SPARTA is the analytic engine that powers most optimization passes of the [ReDex](https://github.com/facebook/redex) Android bytecode optimizer. The ReDex codebase contains multiple examples of analyses built with SPARTA that run at industrial scale. The [interprocedural constant propagation](https://github.com/facebook/redex/tree/master/service/constant-propagation) illustrates how to assemble the building blocks provided by SPARTA in order to implement a sophisticated yet scalable analysis.

## Dependencies

SPARTA requires Boost 1.71 or later.

### macOS

You will need Xcode with the command line tools installed. To get the command line tools, please use:

```
xcode-select --install
```

Boost can be obtained via homebrew:

```
brew install boost
```

### Ubuntu (64-bit)

On Ubuntu 16.04 or later, Boost can be installed through the package manager:

```
sudo apt-get install libboost-all-dev
```

For earlier versions of Ubuntu, we provide a script to install Boost:

```
sudo ./get_boost.sh
```

## Setup

SPARTA is a header-only C++ library. You can just copy the contents of the `include` directory to any location in the include path of your compiler.

We also provide a quick setup using cmake that builds all the tests:

```
# Assume you are in the SPARTA directory
mkdir build-cmake
cd build-cmake
# .. is the root source directory of SPARTA
cmake ..
cmake --build .
```

To run the unit tests, please type:

```
make test
```

To copy the header files into `/usr/local/include/sparta` and set up a cmake library for SPARTA, you can use the following command:

```
sudo make install
```

### CMake Setup

If you are using CMake for your project, you can also use SPARTA in the following ways:

* A system-wide installation of SPARTA will contain a CMake configuration file that exports the library as `sparta::sparta`. This enables the use of `find_package` to locate SPARTA. For example:

```cmake
find_package(Boost REQUIRED COMPONENTS thread) # required by SPARTA
find_package(sparta REQUIRED)
add_library(MyAnalysisLibrary)
target_link_libraries(MyAnalysisLibrary PUBLIC sparta::sparta)
```

* If you have cloned and "built" SPARTA locally, you can use a `find_package` call (such as the one above) and run CMake with the `-Dsparta_DIR=` to load the library:

```sh
# Assuming you are at the top-level of your project that uses SPARTA
mkdir build && cd build
cmake .. -Dsparta_DIR=path/to/your/sparta/build
```

* SPARTA can be added as a subdirectory in your project:

```cmake
# assuming you have cloned SPARTA into a folder named sparta
add_subdirectory(sparta)
add_library(MyAnalysisLibrary)
target_link_libraries(MyAnalysisLibrary PUBLIC sparta::sparta)
```

## Issues

Issues on GitHub are assigned priorities which reflect their urgency and how soon they are likely to be addressed.

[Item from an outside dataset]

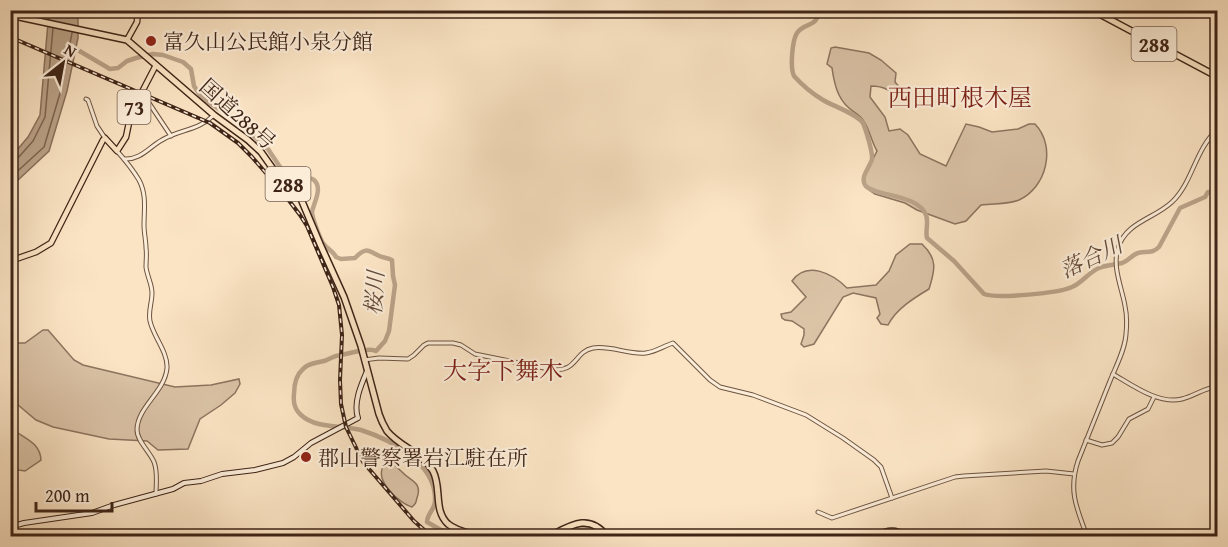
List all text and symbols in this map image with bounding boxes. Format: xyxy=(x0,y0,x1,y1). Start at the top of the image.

* P0: Unbreak now! A serious issue which should have someone working on it right now.
* P1: High Priority. An important issue that someone should be actively working on.
* P2: Mid Priority. An important issue which is in the queue to be processed soon.
* P3: Low Priority. An important issue which may get dealt with at a later date.
* P4: Wishlist. An issue with merit but low priority which is up for grabs but likely to be pruned if not addressed after a reasonable period.

## License

SPARTA is MIT-licensed, see the [LICENSE](LICENSE) file in the root directory of this source tree.